Innolux installed a new production line in a Chinese factory to produce the screens and is working to overcome a labor shortage problem to increase the factory’s output, Yang said. The company plans to recruit 3,000 workers, he said.
However, Harris Po, an analyst with local research firm Topology Research Institute, is less optimistic, saying Innolux’s target was “too aggressive.”
“It could only be reached after touch screens become standard products, which can help drive the cost of touch screens to an affordable level,” Po said.
Local rival AU Optronics Corp, which is showcasing 19.5 inch and 21.5 inch touch screens at the touch screen show, has predicted that about 20 percent of its notebook computer panels will be touch screens at the end of this year.
Yang said the company is also set to ship new energy-saving touch screens using Indium Gallium Zinc Oxide (IGZO) technology by the end of this year.
As an IGZO screen only consumes one-third the power that average LCD screens consume, an “IGZO [panel] is important for tablets,” he said.
IGZO panels have been under the spotlight amid growing speculation that Apple Inc will have its new-generation iPhone, iPad and Macbook laptops equipped with the screens.
Japan’s Sharp Corp is the major IGZO panel manufacturer.
Innolux, which holds a 70 percent global share of the 4K2K TV panel market, expected 50 percent of its TV panels would be such ultra-high-definition panels next year, up from 10 percent estimated for this quarter, Yang said.
The company plans to more than double its output of 4K2K TV panels to 500,000 units a month by the end of this year, from 200,000 units currently.

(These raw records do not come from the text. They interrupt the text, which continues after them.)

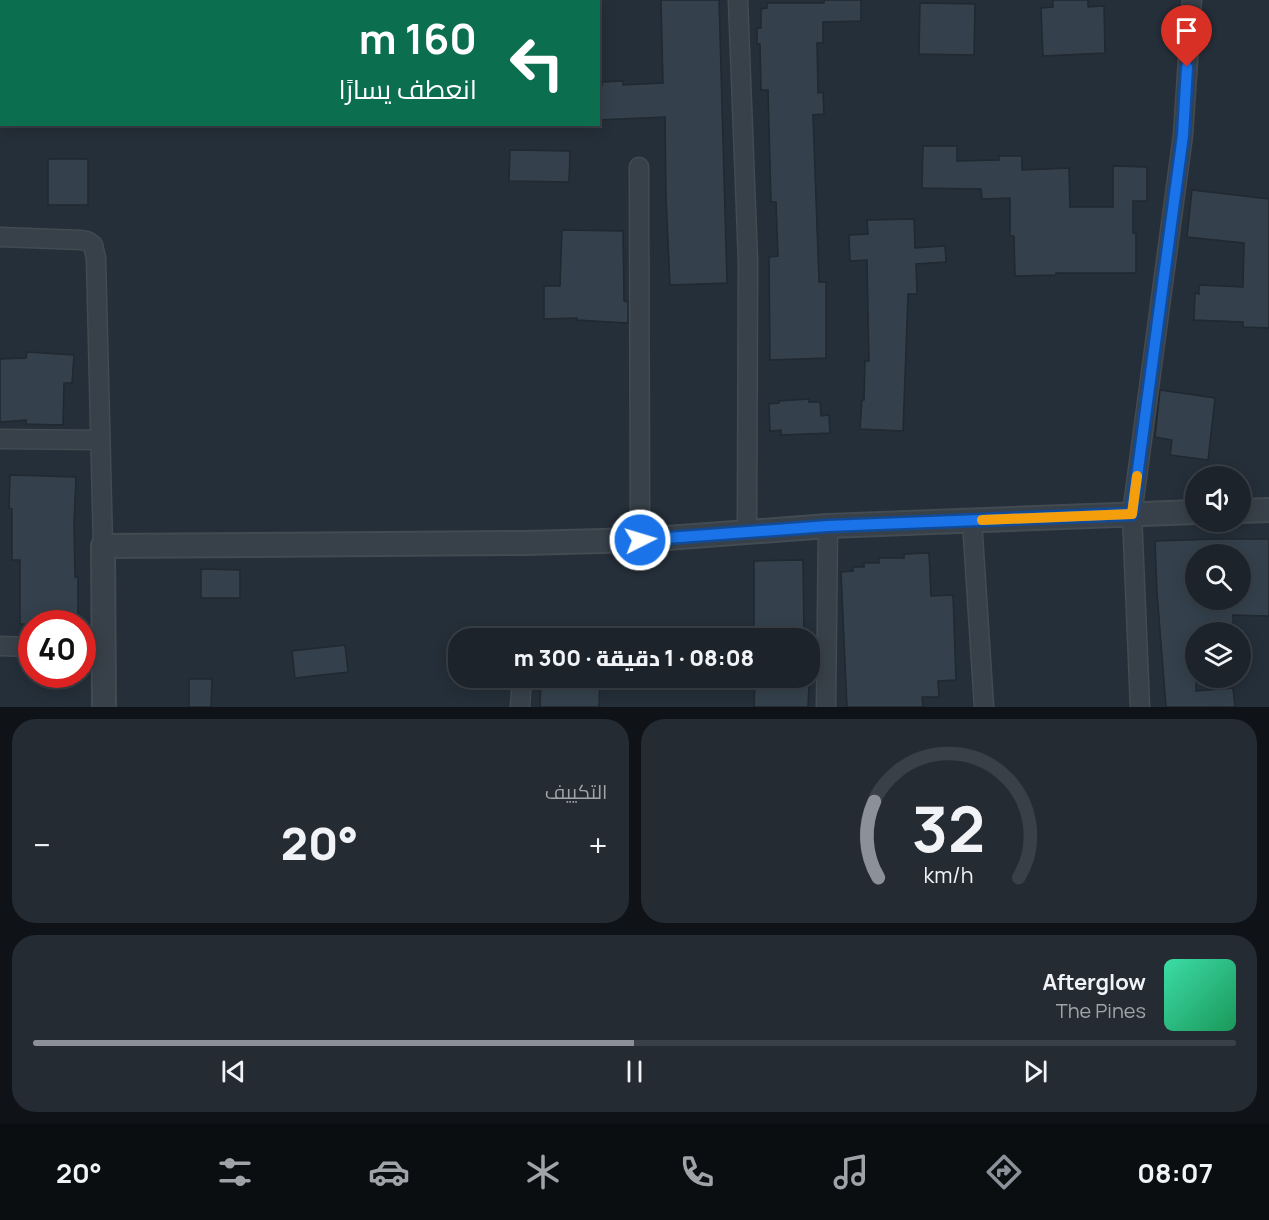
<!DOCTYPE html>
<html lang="ar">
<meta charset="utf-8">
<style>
:root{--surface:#1c232b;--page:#252b33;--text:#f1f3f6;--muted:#a0a4a9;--line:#3a4047;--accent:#8c9099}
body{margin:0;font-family:Manrope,Cairo,sans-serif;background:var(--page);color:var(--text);direction:rtl;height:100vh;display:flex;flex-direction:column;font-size:22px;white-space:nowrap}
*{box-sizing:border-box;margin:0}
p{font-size:20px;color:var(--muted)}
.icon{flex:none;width:33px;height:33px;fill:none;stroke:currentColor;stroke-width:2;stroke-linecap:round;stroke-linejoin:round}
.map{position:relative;height:707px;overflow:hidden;direction:ltr}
.side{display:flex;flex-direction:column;gap:12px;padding:12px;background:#0f1318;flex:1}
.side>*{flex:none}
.hud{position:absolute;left:0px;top:0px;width:600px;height:126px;box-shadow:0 3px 15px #0003,0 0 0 2px var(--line);direction:rtl;background:#0b6e4f;color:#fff;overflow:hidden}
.controls{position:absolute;left:1185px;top:466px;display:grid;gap:12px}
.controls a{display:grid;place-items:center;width:66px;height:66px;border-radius:50%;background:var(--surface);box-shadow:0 3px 15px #0003,0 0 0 2px var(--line);font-size:30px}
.speed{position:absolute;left:18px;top:610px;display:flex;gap:12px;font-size:30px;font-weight:700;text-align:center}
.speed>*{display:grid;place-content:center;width:78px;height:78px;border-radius:50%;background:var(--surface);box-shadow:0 3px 15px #0003,0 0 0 2px var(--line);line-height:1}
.speed .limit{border:9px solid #d22;background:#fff;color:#111}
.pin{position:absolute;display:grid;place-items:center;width:51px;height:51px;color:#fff;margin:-62px -26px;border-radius:50% 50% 50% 0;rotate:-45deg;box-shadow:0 0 6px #0007}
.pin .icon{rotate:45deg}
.me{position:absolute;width:66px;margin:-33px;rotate:85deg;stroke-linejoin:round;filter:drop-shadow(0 0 4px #0008)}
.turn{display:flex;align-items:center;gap:21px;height:126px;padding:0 24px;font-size:27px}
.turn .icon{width:78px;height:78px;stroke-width:2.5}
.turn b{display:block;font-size:42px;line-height:51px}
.big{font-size:45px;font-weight:800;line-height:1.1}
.side .tile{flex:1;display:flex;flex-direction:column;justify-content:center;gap:9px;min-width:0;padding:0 21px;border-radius:24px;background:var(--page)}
.side .dial{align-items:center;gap:0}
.dial svg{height:156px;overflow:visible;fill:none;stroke:var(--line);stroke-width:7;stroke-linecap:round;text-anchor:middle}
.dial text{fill:var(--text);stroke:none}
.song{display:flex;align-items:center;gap:18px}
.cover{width:72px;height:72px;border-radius:9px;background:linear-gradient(135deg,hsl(160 70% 55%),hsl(150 70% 35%))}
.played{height:6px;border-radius:3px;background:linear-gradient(90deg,var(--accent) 50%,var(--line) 50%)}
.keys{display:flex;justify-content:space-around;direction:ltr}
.heat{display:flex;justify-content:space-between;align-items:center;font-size:33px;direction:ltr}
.side .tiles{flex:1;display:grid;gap:12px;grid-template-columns:1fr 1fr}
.tile:last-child{grid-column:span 2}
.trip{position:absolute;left:448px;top:628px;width:372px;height:60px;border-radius:24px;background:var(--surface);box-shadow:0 3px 15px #0003,0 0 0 2px var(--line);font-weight:800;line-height:60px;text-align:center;direction:rtl}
.tab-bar{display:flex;height:96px;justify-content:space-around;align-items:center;background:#0b0e11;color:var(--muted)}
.tab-bar .icon{width:42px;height:42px}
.tab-bar .current{color:var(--accent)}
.tab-bar b{font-size:27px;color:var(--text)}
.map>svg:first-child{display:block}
</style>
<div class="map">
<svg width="1269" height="707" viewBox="0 0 1269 707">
<rect width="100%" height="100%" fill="#252f39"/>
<path fill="#34414c" stroke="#202830" stroke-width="1.5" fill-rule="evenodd" d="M 661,0 L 719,0 L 727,283 L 670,285 L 666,197 L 665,117 L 598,120 L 598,86 L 602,86 L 602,82 L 623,81 L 623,85 L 663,83 Z
M 824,0 L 861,0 L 861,21 L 823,22 L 823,43 L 817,43 L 818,93 L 823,92 L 824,114 L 813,115 L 819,282 L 826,282 L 826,358 L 770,360 L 769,257 L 778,256 L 776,202 L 771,202 L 768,90 L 761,90 L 760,44 L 757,44 L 757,28 L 761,28 L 761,9 L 767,8 L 767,3 L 824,3 Z
M 1053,0 L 1088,0 L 1088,7 L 1104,6 L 1105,53 L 1043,56 L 1041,8 L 1053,7 Z
M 920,3 L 975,4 L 974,55 L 919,54 Z
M 923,146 L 957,146 L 957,161 L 999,160 L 999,156 L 1022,156 L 1022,170 L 1069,168 L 1070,207 L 1113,207 L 1113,166 L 1147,167 L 1147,201 L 1133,201 L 1133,233 L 1136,233 L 1136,273 L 1056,273 L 1056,275 L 1015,276 L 1014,236 L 1010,236 L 1010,198 L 982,199 L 981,189 L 922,188 Z
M 510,150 L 570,151 L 569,182 L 509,181 Z
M 48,159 L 88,159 L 88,205 L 48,205 Z
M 1192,190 L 1269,199 L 1269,328 L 1243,327 L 1243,322 L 1194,320 L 1195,293 L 1199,294 L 1199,285 L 1243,287 L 1244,243 L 1187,237 Z
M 914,219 L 915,248 L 945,246 L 946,262 L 916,264 L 917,294 L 908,294 L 903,431 L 860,429 L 862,400 L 864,400 L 865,361 L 869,361 L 867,260 L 850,261 L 849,235 L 868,234 L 867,220 Z
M 562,230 L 623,231 L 624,301 L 628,302 L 628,323 L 577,320 L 577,318 L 544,319 L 544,286 L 560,286 Z
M 27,352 L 74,355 L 72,383 L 64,383 L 63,425 L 26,424 L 26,420 L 0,422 L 0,359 L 26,358 Z
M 1160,390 L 1215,398 L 1208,460 L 1170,455 L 1172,440 L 1155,437 Z
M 809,399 L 809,402 L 820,402 L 821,416 L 829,415 L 830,433 L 781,435 L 781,430 L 770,431 L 769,404 L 779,403 L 779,401 Z
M 10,475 L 76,477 L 74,523 L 75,577 L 78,577 L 78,624 L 20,624 L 20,560 L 12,560 L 12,509 L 9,508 Z
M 1216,539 L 1269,539 L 1269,616 L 1233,615 L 1233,628 L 1199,628 L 1199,633 L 1196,633 L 1196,691 L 1233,688 L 1235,707 L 1166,707 L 1157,592 L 1155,541 ZM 1196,555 L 1240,555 L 1240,600 L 1196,600 Z
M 929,553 L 931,596 L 953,595 L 956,680 L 938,681 L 939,697 L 922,697 L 923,707 L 847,707 L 841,572 L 853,571 L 853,567 L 864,567 L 864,563 L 879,563 L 879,558 L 904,558 L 904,554 Z
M 803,560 L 804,639 L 757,639 L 757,629 L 754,629 L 754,561 Z
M 201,569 L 240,570 L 240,598 L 201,598 Z
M 345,645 L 348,672 L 295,678 L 292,651 Z
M 541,678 L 600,678 L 599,707 L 540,707 Z
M 189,679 L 212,679 L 211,707 L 189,707 Z
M 755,681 L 809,683 L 808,707 L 754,707 Z"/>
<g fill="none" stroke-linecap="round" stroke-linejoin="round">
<g stroke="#424a52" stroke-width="21">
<path id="minor" d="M 738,0 L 748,262 L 747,531
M 639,167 L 640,540
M 0,237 L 81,240 L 87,241 L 93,245 L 96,258 L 103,546
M 0,439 L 100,440
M 972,520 L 984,707
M 0,646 L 32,647
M 82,648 L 103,649
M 520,707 L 522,678
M 826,707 L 828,526
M 1140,707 L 1132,514 L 1183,135 L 1192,0"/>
</g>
<g stroke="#424a52" stroke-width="26">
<path id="tertiary" d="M 1240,511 L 1269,510
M 104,707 L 103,546 L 525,543 L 640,540 L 828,526 L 1196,512"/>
</g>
<use href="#minor" stroke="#384149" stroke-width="18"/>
<use href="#tertiary" stroke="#384149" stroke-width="22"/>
</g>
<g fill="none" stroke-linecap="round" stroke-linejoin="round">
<g stroke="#114b97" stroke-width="15">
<path id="route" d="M 640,540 L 828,526 L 1132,514 L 1183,135 L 1187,67"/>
</g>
<use href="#route" stroke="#1a73e8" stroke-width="10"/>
<path stroke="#f59e0b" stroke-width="10" d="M 982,520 L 1132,514 L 1137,476"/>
</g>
</svg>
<div class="controls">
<a><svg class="icon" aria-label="sound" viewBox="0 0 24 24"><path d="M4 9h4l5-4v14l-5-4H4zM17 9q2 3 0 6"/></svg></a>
<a><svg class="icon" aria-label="search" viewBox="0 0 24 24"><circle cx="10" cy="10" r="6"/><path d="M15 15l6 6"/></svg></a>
<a><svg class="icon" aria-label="layers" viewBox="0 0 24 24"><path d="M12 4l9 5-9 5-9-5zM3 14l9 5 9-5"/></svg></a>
</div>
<div class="speed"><div class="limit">40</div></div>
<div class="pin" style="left:1187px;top:67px;background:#d93025"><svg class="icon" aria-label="arrive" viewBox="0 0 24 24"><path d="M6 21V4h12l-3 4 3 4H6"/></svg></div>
<svg class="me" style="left:640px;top:540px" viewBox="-20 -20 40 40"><circle r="17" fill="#1a73e8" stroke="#fff" stroke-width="3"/><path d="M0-11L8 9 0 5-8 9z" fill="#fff"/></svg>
<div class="trip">08:08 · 1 دقيقة · 300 m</div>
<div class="hud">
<div class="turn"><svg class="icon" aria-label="left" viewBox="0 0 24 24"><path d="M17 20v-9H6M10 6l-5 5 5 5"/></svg><div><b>160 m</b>انعطف يسارًا</div></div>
</div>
</div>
<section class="side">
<div class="tiles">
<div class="tile dial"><svg viewBox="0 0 100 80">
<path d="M14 69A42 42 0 1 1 86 69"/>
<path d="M14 69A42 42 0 0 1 12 30" stroke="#8c9099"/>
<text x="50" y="56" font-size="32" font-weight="700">32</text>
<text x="50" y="72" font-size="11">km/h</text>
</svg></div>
<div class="tile"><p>التكييف</p>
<div class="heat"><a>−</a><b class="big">20°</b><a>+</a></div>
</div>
<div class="tile">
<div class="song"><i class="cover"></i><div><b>Afterglow</b><p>The Pines</p></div></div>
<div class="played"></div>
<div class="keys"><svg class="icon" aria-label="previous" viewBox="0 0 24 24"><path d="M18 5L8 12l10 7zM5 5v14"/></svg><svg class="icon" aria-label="pause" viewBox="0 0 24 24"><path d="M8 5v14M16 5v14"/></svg><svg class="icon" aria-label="next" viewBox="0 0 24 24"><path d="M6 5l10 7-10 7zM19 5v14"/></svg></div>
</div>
</div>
</section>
<nav class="tab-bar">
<b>08:07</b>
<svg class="icon current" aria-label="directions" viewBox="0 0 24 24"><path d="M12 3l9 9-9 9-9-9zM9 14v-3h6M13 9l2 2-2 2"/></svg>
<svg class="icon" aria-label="music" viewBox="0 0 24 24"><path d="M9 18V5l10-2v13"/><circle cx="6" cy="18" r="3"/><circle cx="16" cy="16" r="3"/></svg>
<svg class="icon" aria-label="phone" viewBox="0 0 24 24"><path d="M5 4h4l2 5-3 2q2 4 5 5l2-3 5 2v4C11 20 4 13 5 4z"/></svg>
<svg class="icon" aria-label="climate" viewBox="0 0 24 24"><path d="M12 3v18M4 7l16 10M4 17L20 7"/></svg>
<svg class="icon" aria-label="car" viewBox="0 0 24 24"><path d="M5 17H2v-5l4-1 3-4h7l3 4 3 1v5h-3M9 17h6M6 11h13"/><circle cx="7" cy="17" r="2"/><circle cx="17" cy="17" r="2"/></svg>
<svg class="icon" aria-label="filters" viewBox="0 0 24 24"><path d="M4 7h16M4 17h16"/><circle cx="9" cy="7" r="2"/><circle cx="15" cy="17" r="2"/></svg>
<b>20°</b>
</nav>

Separately, Innolux and AUO yesterday said they did not plan to lower factory utilization because they expected demand to return soon, driven by the holiday shopping season in October in China, shopping for Christmas shopping in the US and Europe and then the Lunar New Year demand from Asia.
Innolux has seen demand recover this month and expects customers’ inventories to return to normal next month.
“We hope to keep our equipment loading rate at a stable and reasonable level,” Innolux spokesman Lin Chen-hui said. “The fourth quarter will be a better period than the third quarter.”
The company plans to maintain a factory utilization rate of more than 90 percent this quarter and next quarter, Lin said.